- Required work
Every line from the start of the records through the line with "padding:0 40px; list-style:none" is to be written out exactly; pictures are not.

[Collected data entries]
===============

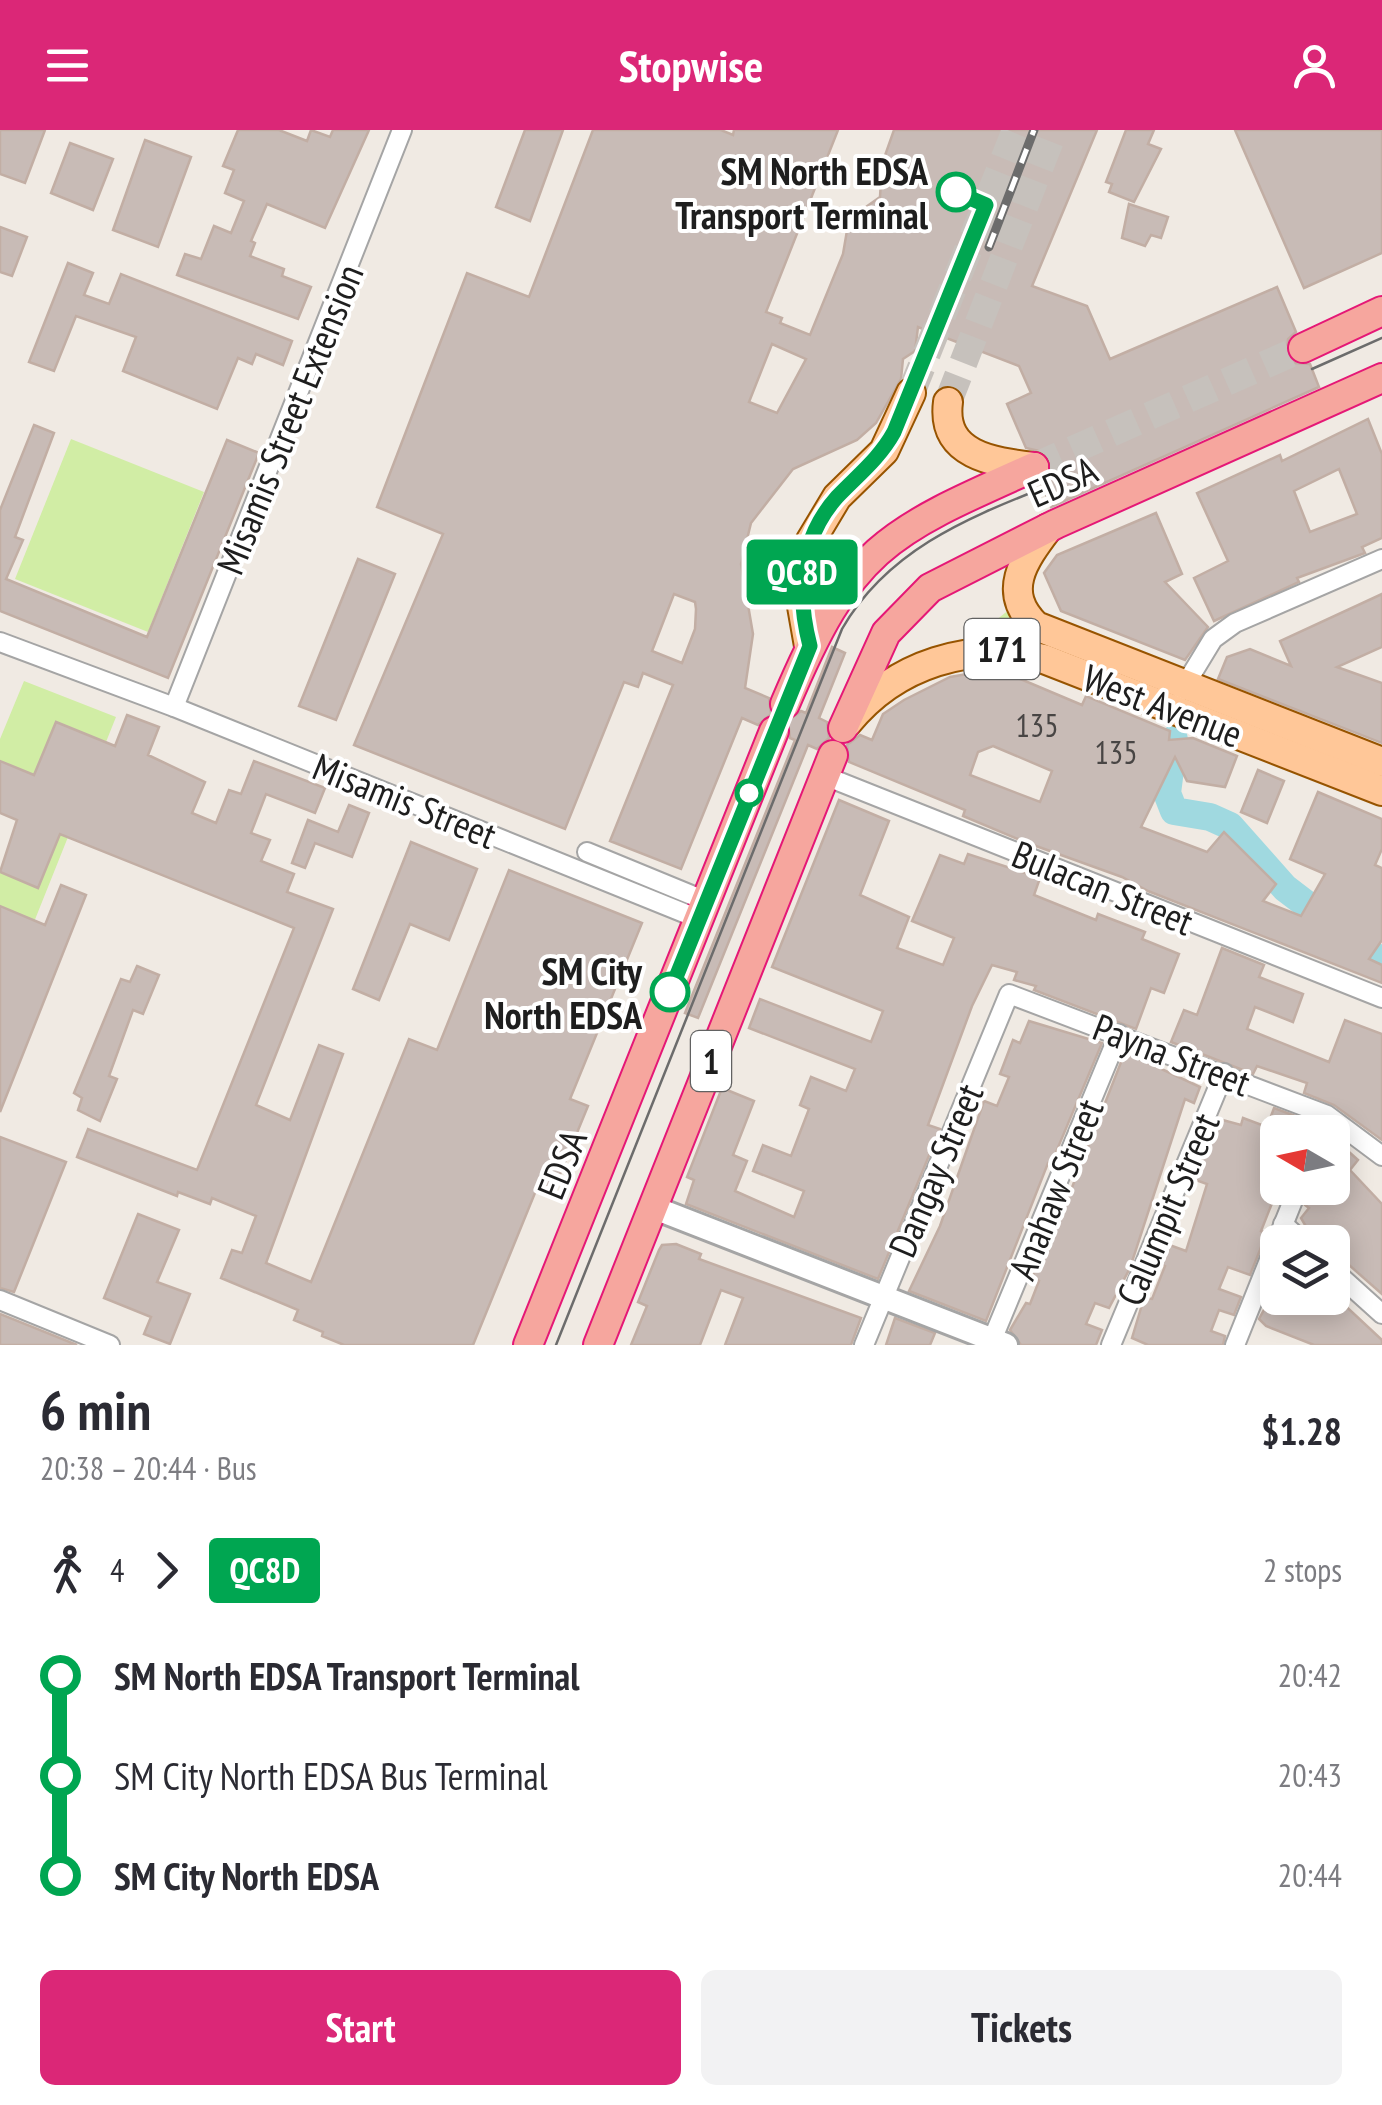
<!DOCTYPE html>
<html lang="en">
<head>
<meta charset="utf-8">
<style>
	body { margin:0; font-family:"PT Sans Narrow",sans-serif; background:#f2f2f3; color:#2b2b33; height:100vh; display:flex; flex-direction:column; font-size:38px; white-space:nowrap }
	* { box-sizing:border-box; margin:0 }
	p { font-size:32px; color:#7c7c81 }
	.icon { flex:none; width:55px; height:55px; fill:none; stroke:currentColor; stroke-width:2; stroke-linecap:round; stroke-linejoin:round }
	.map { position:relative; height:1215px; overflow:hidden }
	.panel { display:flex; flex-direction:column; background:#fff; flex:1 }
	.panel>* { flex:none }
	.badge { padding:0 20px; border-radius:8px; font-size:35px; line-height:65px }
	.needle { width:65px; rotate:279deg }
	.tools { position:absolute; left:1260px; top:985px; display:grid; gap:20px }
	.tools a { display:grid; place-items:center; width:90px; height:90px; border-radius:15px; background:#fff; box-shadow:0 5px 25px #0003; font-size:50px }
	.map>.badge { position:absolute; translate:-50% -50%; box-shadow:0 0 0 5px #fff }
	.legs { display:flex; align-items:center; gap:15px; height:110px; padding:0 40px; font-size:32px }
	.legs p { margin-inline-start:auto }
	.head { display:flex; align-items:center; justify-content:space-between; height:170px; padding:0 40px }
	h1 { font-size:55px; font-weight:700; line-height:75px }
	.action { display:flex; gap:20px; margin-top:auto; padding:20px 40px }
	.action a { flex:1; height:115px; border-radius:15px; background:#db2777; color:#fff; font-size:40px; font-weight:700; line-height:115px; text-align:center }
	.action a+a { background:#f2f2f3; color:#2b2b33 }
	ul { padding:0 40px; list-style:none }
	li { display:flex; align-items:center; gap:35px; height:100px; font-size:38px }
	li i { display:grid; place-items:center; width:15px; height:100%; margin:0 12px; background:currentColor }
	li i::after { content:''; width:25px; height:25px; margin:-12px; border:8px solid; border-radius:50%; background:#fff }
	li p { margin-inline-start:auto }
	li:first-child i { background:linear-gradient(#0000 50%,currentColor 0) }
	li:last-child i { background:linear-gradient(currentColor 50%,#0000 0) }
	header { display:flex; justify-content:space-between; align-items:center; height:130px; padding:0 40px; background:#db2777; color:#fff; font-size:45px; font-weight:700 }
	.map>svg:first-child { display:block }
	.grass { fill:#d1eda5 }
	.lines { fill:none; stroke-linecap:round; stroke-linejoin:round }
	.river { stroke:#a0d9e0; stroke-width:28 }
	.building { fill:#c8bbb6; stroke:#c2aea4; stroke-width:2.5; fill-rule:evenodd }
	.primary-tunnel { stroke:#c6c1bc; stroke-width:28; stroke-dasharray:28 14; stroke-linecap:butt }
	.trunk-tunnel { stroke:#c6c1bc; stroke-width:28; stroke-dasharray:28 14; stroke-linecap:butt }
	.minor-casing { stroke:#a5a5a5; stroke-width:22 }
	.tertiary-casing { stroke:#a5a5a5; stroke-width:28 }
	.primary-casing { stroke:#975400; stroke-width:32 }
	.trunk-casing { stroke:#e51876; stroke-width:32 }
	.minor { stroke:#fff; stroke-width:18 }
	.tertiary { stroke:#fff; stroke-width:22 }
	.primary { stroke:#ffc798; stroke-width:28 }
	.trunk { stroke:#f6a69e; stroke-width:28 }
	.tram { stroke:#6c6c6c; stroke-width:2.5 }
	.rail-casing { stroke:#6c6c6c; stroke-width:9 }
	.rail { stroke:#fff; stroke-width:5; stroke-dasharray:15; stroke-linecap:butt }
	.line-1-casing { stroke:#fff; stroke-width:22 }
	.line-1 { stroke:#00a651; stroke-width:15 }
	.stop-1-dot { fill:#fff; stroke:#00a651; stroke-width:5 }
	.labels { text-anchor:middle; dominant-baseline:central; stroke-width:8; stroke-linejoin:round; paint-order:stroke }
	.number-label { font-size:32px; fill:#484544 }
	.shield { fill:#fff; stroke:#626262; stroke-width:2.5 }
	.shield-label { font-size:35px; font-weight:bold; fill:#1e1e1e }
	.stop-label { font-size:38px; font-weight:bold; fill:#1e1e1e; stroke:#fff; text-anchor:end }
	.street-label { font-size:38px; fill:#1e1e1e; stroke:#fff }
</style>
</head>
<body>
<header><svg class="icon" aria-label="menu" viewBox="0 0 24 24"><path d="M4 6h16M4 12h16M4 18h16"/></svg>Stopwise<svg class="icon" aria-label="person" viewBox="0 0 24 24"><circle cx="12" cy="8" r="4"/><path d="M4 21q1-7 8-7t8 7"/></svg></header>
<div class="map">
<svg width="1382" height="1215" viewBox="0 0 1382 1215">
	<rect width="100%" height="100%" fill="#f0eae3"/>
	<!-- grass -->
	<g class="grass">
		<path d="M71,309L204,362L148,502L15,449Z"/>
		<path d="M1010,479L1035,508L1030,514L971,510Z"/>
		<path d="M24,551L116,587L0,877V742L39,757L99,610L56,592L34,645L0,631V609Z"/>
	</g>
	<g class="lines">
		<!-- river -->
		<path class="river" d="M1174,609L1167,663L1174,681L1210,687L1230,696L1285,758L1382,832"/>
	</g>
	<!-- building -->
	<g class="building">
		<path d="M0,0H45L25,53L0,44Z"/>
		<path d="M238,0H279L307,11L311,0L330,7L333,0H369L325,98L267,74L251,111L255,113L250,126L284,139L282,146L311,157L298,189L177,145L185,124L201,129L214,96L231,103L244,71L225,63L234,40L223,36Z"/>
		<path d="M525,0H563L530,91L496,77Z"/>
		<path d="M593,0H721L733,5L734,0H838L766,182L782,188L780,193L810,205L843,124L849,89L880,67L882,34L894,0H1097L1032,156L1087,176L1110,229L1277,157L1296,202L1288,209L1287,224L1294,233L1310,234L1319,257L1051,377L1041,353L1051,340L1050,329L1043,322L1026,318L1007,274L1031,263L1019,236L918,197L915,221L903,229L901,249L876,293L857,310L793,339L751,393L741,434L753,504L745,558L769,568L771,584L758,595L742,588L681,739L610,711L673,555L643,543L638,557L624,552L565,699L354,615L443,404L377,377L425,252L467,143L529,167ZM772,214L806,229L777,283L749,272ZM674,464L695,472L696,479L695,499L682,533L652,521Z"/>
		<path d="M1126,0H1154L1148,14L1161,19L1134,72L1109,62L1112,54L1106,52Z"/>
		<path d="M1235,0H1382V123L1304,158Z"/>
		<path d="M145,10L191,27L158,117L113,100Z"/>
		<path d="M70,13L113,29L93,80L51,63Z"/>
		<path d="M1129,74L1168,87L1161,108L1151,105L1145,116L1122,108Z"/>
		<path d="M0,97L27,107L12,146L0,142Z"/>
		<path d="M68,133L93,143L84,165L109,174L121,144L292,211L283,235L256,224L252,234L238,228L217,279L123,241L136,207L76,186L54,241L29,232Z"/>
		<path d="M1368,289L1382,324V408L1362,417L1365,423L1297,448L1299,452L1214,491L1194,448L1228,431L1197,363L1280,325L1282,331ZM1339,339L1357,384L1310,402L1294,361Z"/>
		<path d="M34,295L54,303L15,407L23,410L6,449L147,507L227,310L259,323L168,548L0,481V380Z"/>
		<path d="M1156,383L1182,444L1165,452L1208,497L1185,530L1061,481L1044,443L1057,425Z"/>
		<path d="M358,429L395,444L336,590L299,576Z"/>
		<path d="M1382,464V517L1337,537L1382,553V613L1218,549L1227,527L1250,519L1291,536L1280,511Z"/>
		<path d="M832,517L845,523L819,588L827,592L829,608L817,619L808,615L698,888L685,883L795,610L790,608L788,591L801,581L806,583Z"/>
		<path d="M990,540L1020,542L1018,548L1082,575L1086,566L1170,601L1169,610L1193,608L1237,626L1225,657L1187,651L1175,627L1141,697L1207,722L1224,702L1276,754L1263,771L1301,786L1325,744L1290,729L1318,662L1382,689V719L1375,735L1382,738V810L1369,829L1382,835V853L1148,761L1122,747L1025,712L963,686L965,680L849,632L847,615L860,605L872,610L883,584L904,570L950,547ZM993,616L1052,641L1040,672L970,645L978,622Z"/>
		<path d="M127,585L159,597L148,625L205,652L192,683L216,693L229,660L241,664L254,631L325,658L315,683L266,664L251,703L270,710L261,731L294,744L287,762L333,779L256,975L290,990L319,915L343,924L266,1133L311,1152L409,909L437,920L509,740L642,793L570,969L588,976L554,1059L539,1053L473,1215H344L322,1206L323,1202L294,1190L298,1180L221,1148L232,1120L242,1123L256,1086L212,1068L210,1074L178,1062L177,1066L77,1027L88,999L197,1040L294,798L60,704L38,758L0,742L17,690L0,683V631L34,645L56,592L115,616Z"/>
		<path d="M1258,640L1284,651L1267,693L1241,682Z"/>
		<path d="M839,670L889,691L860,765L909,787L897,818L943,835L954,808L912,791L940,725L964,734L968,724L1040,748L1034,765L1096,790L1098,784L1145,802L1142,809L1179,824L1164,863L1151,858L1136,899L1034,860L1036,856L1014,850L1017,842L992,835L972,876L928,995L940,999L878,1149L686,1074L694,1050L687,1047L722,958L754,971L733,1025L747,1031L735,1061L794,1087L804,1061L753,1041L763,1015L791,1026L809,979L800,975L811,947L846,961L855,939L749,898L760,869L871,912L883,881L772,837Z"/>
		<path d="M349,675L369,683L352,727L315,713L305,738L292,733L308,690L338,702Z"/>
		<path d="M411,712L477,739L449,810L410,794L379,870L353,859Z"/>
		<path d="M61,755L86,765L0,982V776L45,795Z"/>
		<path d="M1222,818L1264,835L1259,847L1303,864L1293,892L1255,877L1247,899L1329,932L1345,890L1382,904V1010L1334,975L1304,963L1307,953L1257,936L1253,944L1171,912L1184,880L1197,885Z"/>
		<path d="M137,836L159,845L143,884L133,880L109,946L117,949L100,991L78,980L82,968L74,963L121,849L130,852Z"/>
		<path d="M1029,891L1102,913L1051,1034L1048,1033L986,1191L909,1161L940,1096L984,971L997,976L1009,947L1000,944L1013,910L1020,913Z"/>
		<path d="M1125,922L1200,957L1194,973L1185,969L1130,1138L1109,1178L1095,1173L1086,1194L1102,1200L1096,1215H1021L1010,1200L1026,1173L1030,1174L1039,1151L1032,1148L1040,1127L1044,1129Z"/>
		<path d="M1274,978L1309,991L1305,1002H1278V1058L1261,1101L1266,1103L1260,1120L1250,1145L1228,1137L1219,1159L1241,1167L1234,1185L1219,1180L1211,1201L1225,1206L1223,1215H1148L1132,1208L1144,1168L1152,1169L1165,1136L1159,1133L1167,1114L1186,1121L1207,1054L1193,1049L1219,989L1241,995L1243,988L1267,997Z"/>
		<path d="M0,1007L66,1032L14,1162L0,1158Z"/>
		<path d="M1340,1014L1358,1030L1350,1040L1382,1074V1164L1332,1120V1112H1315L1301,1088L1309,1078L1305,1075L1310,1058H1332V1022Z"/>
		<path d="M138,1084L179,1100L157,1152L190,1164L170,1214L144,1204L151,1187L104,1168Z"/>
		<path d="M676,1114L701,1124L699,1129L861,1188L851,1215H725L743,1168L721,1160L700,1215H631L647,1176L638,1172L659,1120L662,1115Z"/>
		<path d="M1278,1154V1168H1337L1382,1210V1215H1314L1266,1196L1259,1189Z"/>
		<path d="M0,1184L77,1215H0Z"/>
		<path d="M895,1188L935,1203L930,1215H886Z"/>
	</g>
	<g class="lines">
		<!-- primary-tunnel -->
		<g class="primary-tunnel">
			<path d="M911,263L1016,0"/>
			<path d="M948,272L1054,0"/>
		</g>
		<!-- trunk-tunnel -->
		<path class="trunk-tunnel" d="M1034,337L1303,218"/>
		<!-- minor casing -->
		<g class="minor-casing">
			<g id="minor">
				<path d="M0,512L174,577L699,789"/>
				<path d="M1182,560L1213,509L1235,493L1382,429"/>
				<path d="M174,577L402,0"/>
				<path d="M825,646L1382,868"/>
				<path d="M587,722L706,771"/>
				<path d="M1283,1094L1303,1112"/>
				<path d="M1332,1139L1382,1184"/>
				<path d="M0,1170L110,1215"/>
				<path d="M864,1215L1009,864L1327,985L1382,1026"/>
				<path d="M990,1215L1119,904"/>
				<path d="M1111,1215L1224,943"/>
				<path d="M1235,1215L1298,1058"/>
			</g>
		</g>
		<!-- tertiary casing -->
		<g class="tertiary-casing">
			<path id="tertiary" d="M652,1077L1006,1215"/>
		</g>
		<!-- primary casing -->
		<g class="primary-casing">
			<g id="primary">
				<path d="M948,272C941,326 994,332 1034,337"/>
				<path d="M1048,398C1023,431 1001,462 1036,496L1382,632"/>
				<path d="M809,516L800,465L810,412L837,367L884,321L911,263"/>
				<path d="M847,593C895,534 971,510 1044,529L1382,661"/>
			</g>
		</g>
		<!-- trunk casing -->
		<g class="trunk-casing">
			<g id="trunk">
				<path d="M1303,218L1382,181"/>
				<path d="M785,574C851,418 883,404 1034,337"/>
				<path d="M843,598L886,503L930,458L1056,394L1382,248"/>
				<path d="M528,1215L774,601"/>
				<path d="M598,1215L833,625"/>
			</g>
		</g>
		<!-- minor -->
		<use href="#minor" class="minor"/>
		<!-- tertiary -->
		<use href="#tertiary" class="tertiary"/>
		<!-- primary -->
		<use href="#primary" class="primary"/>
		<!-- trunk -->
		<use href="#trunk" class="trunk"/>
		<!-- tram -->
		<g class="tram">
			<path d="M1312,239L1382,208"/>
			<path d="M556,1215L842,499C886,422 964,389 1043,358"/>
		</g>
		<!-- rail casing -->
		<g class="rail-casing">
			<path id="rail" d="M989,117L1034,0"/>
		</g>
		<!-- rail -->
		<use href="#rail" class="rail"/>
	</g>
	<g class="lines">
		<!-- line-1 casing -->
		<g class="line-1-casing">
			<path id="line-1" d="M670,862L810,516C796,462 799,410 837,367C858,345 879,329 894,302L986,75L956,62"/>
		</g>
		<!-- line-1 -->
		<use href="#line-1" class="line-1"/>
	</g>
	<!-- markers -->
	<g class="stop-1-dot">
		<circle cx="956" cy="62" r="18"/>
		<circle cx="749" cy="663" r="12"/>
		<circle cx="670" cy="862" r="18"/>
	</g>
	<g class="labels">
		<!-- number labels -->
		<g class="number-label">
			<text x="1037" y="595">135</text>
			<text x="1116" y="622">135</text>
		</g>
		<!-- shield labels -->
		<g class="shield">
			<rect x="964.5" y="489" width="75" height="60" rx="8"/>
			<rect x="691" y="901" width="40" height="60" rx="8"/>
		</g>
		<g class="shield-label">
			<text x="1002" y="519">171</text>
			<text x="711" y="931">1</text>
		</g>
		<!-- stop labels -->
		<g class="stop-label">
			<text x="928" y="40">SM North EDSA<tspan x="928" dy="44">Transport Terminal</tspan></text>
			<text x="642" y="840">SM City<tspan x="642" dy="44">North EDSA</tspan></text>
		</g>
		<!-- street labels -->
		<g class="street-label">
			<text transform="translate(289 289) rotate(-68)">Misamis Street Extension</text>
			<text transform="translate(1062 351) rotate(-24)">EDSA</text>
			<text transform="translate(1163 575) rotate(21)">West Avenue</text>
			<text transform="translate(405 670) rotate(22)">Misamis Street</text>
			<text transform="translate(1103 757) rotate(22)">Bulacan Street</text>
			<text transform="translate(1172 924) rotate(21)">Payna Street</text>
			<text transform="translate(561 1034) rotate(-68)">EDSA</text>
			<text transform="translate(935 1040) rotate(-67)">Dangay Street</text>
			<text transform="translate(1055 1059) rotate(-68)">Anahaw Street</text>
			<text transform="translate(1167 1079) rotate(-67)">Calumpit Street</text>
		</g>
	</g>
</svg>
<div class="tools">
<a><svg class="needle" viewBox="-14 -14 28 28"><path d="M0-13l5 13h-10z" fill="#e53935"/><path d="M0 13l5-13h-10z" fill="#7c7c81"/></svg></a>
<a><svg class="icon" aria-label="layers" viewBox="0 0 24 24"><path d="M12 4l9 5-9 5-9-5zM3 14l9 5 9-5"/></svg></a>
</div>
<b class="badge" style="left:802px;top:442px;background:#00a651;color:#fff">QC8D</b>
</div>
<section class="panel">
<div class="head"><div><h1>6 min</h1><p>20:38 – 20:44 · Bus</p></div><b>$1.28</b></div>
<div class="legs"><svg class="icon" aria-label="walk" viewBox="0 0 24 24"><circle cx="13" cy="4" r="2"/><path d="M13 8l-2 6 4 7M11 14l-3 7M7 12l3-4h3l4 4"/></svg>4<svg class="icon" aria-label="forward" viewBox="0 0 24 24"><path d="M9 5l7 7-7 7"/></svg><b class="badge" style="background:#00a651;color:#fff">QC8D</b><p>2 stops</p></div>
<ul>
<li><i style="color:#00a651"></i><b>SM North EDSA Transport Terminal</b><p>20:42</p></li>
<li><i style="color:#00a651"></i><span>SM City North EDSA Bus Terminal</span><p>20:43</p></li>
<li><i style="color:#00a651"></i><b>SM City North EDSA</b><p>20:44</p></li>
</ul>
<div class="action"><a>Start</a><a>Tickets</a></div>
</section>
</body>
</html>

===============

- Response area
<!DOCTYPE html>
<html lang="en">
<head>
<meta charset="utf-8">
<style>
	body { margin:0; font-family:"PT Sans Narrow",sans-serif; background:#f2f2f3; color:#2b2b33; height:100vh; display:flex; flex-direction:column; font-size:38px; white-space:nowrap }
	* { box-sizing:border-box; margin:0 }
	p { font-size:32px; color:#7c7c81 }
	.icon { flex:none; width:55px; height:55px; fill:none; stroke:currentColor; stroke-width:2; stroke-linecap:round; stroke-linejoin:round }
	.map { position:relative; height:1215px; overflow:hidden }
	.panel { display:flex; flex-direction:column; background:#fff; flex:1 }
	.panel>* { flex:none }
	.badge { padding:0 20px; border-radius:8px; font-size:35px; line-height:65px }
	.needle { width:65px; rotate:279deg }
	.tools { position:absolute; left:1260px; top:985px; display:grid; gap:20px }
	.tools a { display:grid; place-items:center; width:90px; height:90px; border-radius:15px; background:#fff; box-shadow:0 5px 25px #0003; font-size:50px }
	.map>.badge { position:absolute; translate:-50% -50%; box-shadow:0 0 0 5px #fff }
	.legs { display:flex; align-items:center; gap:15px; height:110px; padding:0 40px; font-size:32px }
	.legs p { margin-inline-start:auto }
	.head { display:flex; align-items:center; justify-content:space-between; height:170px; padding:0 40px }
	h1 { font-size:55px; font-weight:700; line-height:75px }
	.action { display:flex; gap:20px; margin-top:auto; padding:20px 40px }
	.action a { flex:1; height:115px; border-radius:15px; background:#db2777; color:#fff; font-size:40px; font-weight:700; line-height:115px; text-align:center }
	.action a+a { background:#f2f2f3; color:#2b2b33 }
	ul { padding:0 40px; list-style:none }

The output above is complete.